La Maison Rouge, à la Bastille, expose la collection de Jean-Jacques Lebel. Plutôt que d'honorer l'auteur de l'Homme révolté, je veux parler de Camus qui n'y peut mais, avec force  numéros spéciaux, éditoriaux et  panthéonisation annoncée, il est possible d'aller à la rencontre de celui pour qui la part de révolte qui est en nous constitue le fond de liberté qui est l'essence de l'humain.

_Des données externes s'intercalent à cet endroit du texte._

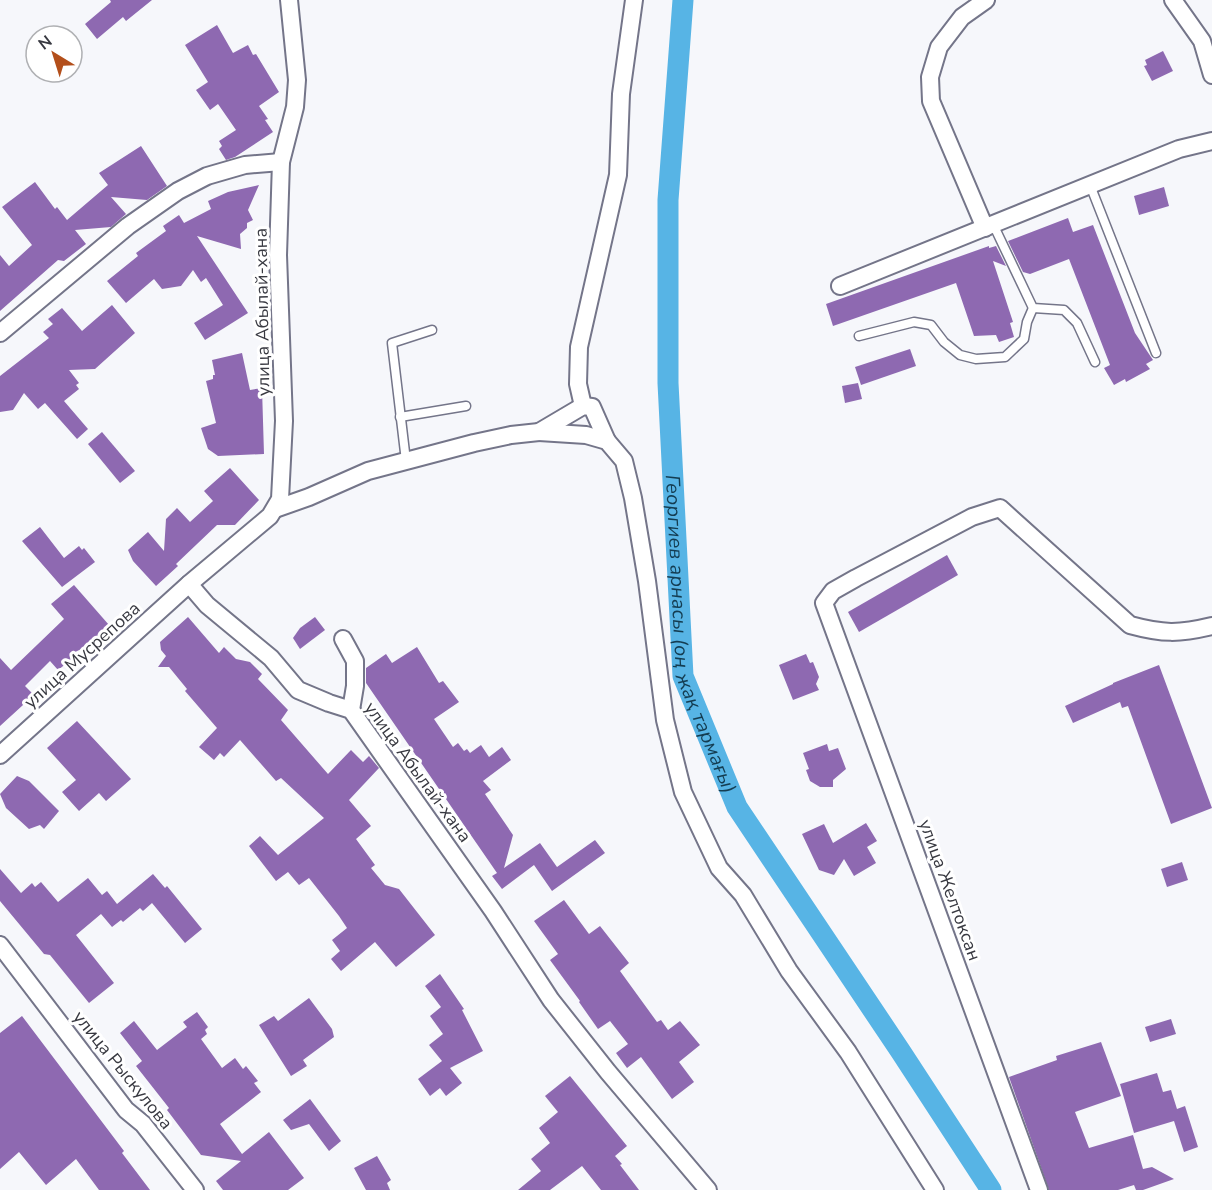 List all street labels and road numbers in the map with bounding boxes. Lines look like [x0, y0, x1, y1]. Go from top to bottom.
street label: улица Абылай-хана [249, 228, 275, 396]
street label: улица Мусрепова [19, 596, 145, 714]
street label: улица Абылай-хана [359, 697, 477, 847]
street label: улица Желтоксан [913, 816, 987, 964]
street label: улица Рыскулова [68, 1006, 178, 1134] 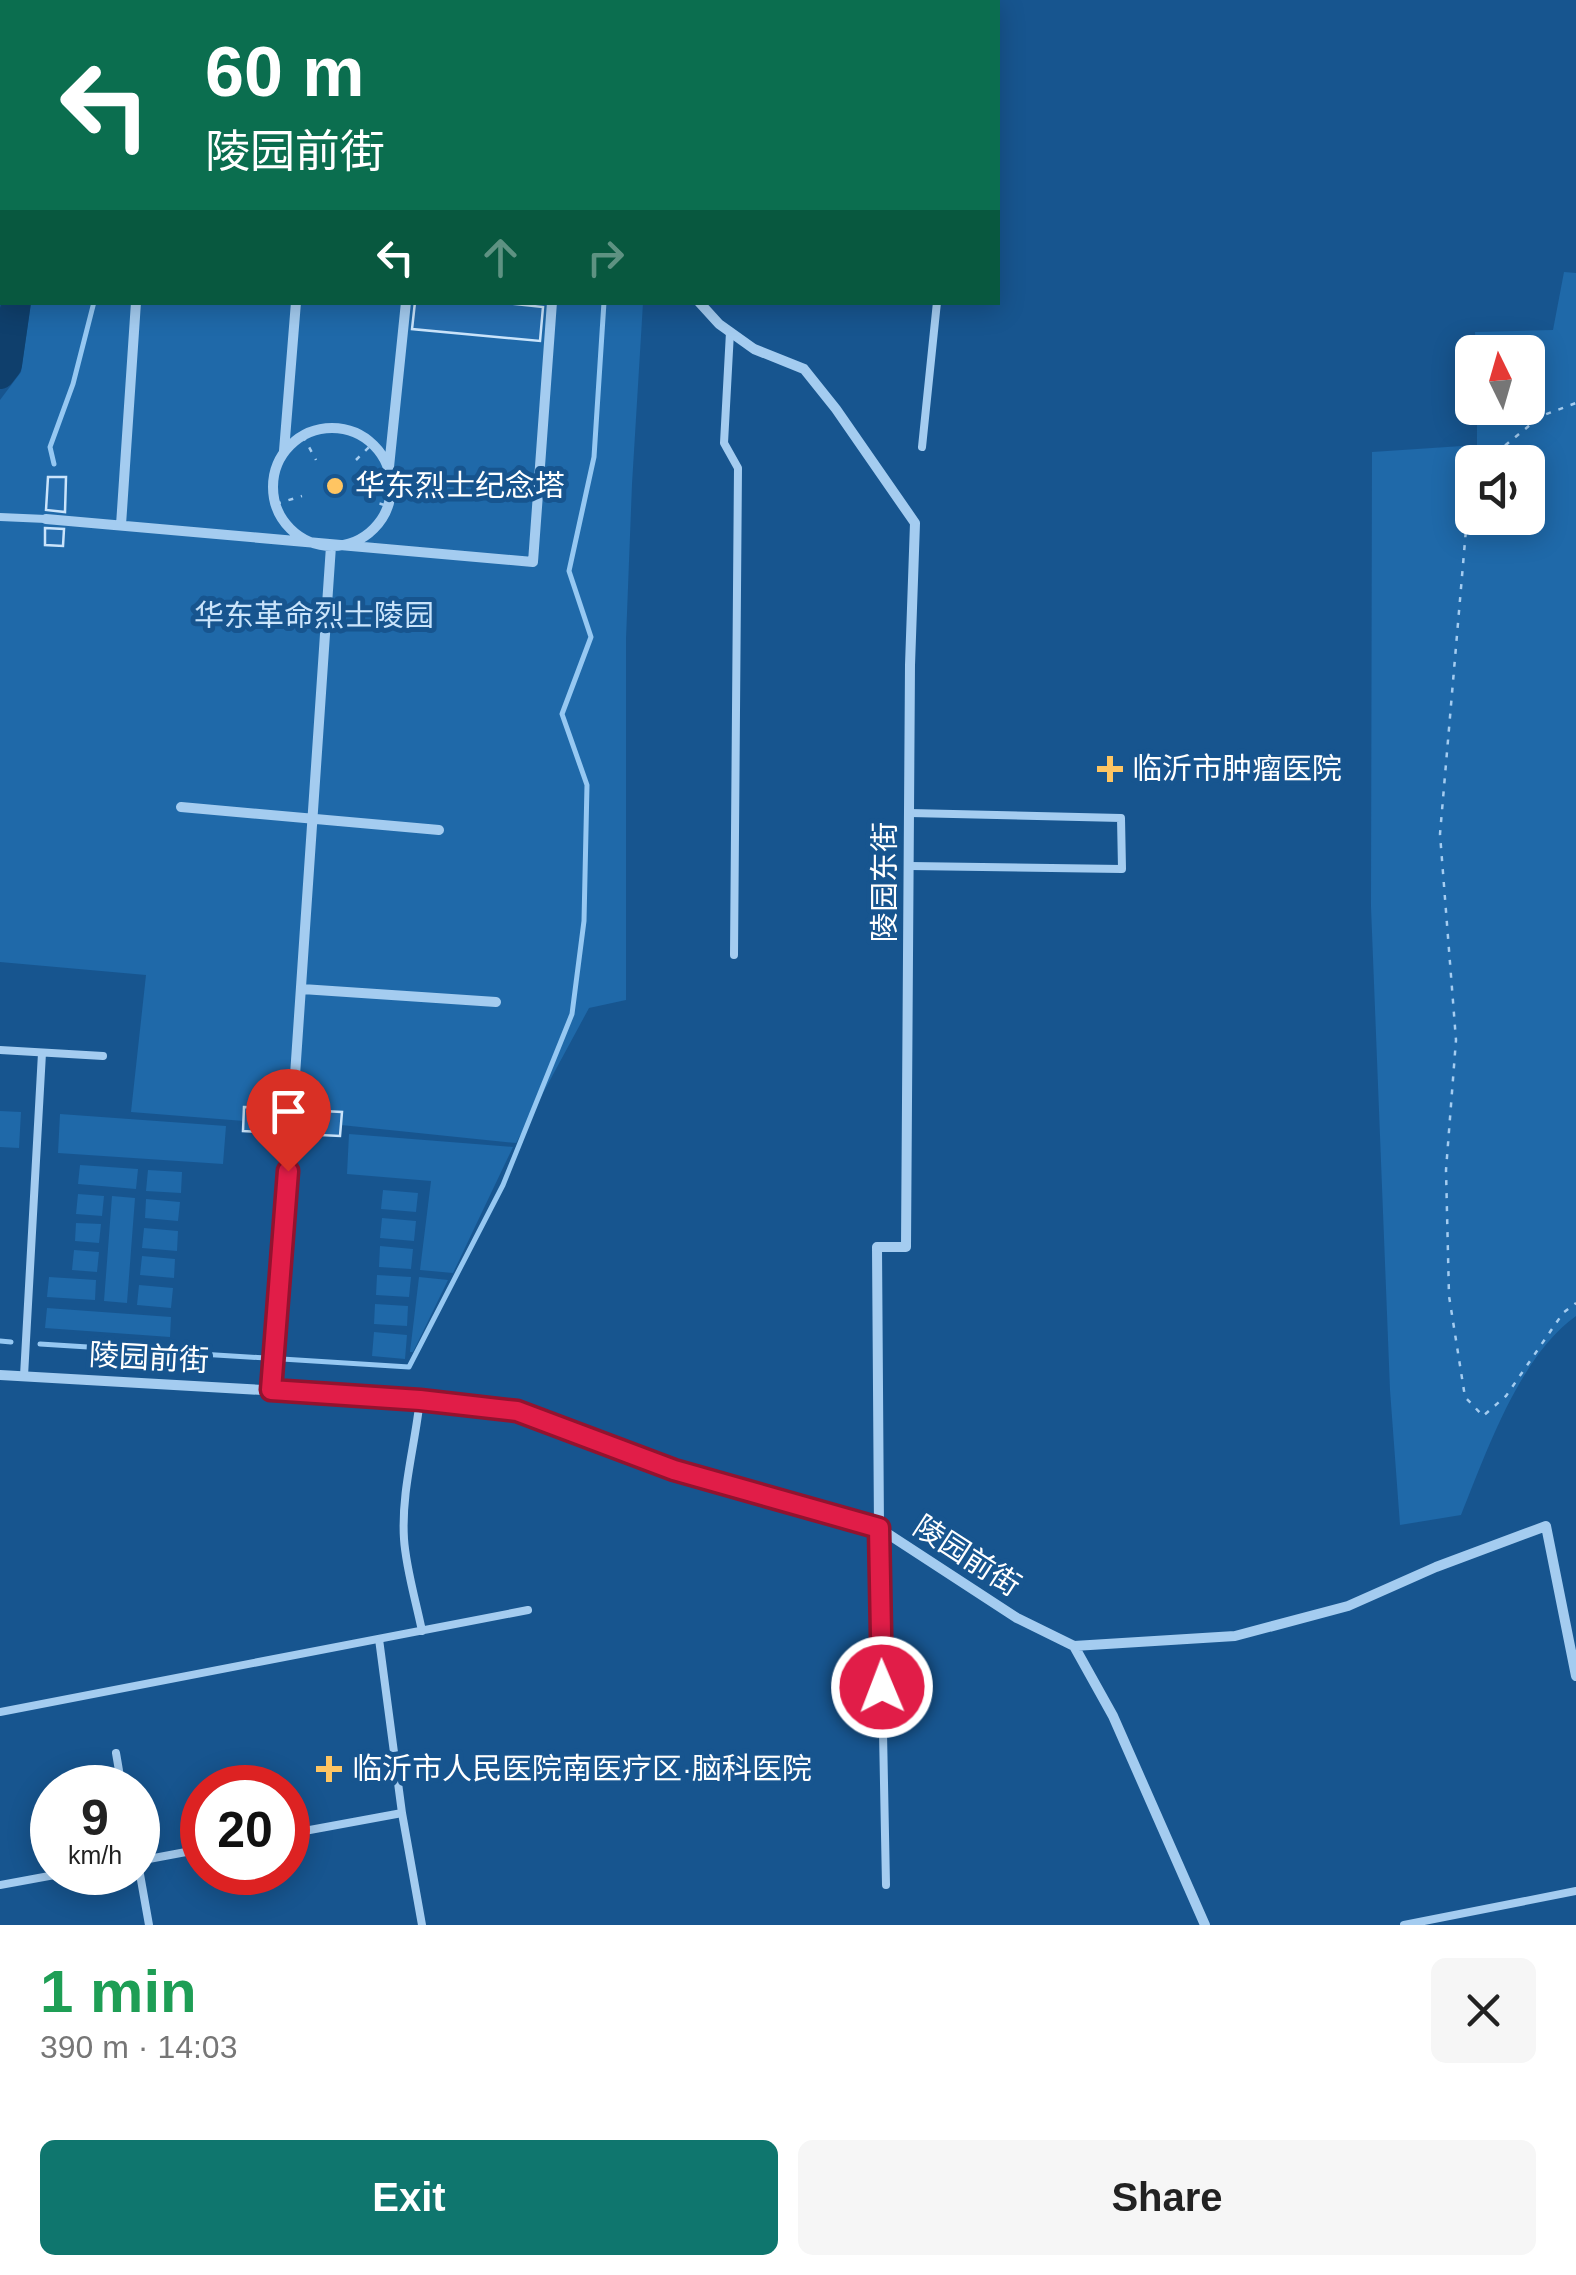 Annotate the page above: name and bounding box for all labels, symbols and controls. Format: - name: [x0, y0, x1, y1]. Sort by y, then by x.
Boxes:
- text: 60 m: [205, 33, 365, 111]
- icon: left: [40, 40, 170, 170]
- text: 陵园前街: [205, 126, 385, 177]
- icon: left: [368, 230, 423, 285]
- icon: ahead: [473, 230, 528, 285]
- icon: right: [578, 230, 633, 285]
- north arrow: [1455, 335, 1545, 425]
- map controls: [1455, 335, 1545, 535]
- button: sound: [1455, 445, 1545, 535]
- place label: 华东烈士纪念塔: [355, 469, 565, 502]
- marker: 华东烈士纪念塔: [324, 475, 346, 497]
- park label: 华东革命烈士陵园: [194, 599, 434, 632]
- place label: 临沂市肿瘤医院: [1132, 752, 1342, 785]
- marker: 临沂市肿瘤医院: [1097, 756, 1123, 782]
- street label: 陵园东街: [868, 822, 901, 942]
- pin: [246, 1069, 331, 1172]
- icon: arrive: [261, 1084, 316, 1139]
- street label: 陵园前街: [88, 1338, 210, 1377]
- street label: 陵园前街: [908, 1509, 1027, 1602]
- position arrow: [830, 1635, 934, 1739]
- place label: 临沂市人民医院南医疗区·脑科医院: [352, 1752, 812, 1785]
- marker: 临沂市人民医院南医疗区·脑科医院: [316, 1756, 342, 1782]
- speed limit sign: 20: [180, 1765, 310, 1895]
- text: 9: [81, 1790, 109, 1846]
- text: km/h: [68, 1841, 122, 1869]
- text: 1 min: [40, 1958, 197, 2025]
- button: close: [1431, 1958, 1536, 2063]
- text: 390 m · 14:03: [40, 2029, 237, 2065]
- button: Exit: [40, 2140, 778, 2255]
- button: Share: [798, 2140, 1536, 2255] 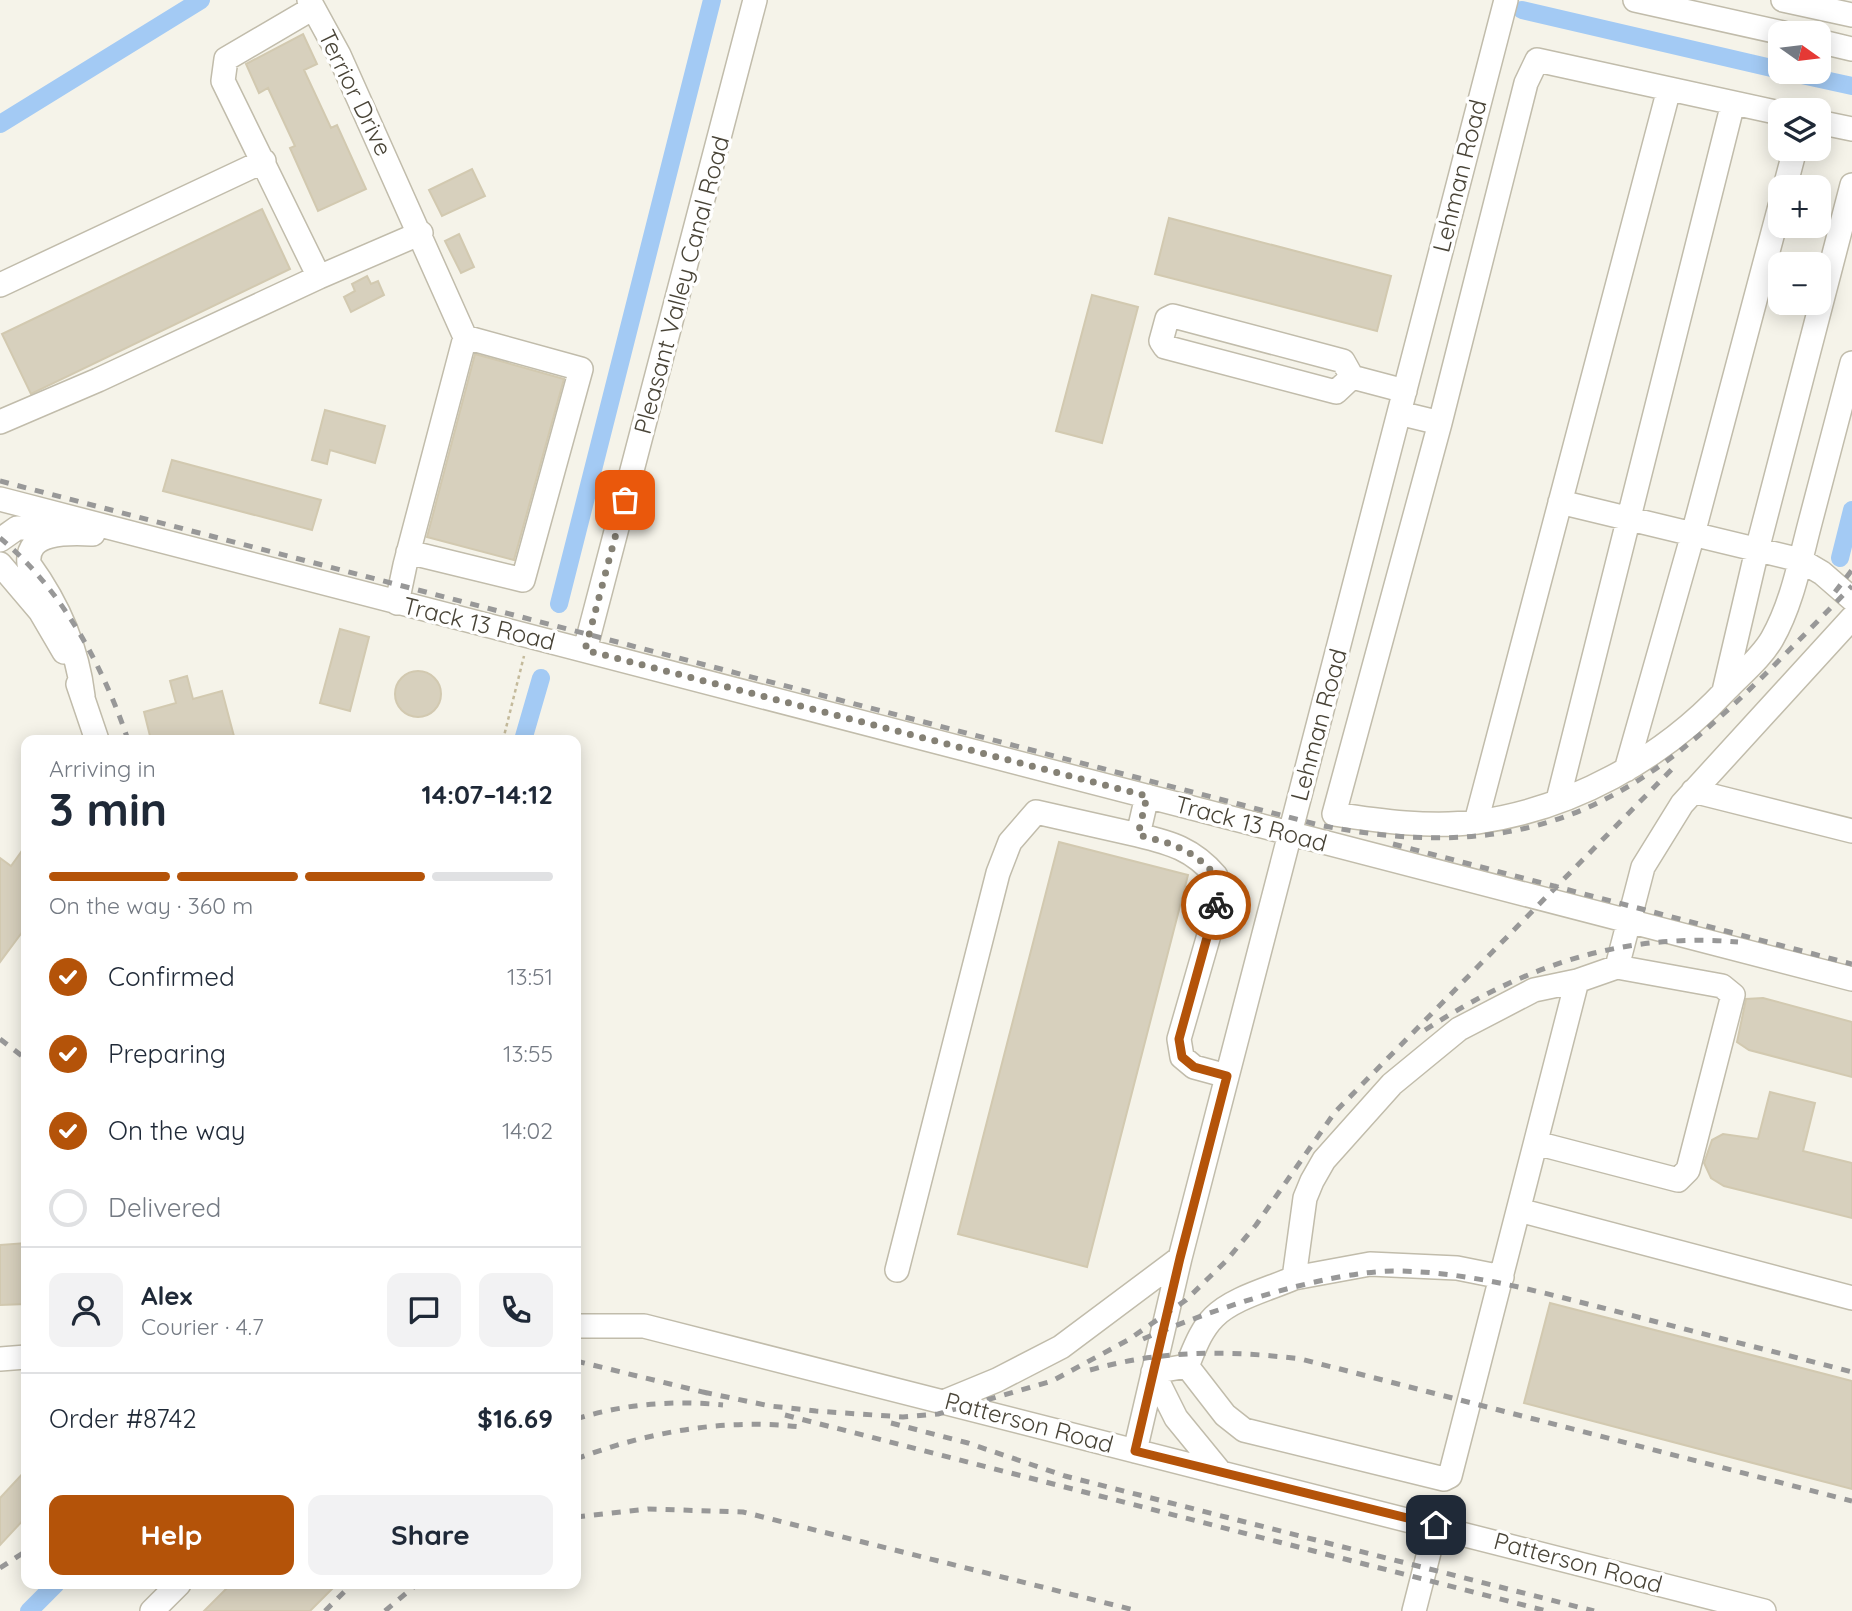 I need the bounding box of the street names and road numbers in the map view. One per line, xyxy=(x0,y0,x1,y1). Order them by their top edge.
street label: Terrior Drive xyxy=(312,24,399,161)
street label: Lehman Road xyxy=(1426,96,1492,255)
street label: Pleasant Valley Canal Road xyxy=(627,132,735,437)
street label: Track 13 Road xyxy=(400,590,559,656)
street label: Lehman Road xyxy=(1283,645,1353,804)
street label: Track 13 Road xyxy=(1172,788,1330,858)
street label: Patterson Road xyxy=(942,1385,1117,1459)
street label: Patterson Road xyxy=(1491,1525,1666,1599)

Le visiteur découvrira à cette occasion une oeuvre étrange datant du XVIIème et dont l'auteur n'est pas identifié  : "La chasse à la chouette". Chacun pourra interpréter à sa guise cette improbable scène dans laquelle la figure féminine est le centre des préoccupations des beaux parleurs et voltigeurs, mais aussi de figures plus terriennes. Au centre de toutes les convoitises, la nymphe allégorique pourrait figurer la vérité, le pouvoir, la beauté, la femme ou tout autre objet d'une masculine convoitise dont la ribambelle d'oiseaux souligne le côté collectionneur. Mais le miroir qu'elle tient et la possibilité d'inversion qui lui est attachée interdit toute interprétation trop mécanique. Il faut rêver encore devant le tableau pour en apprécier la dimension polyphonique et ne pas craindre le risque de fascination.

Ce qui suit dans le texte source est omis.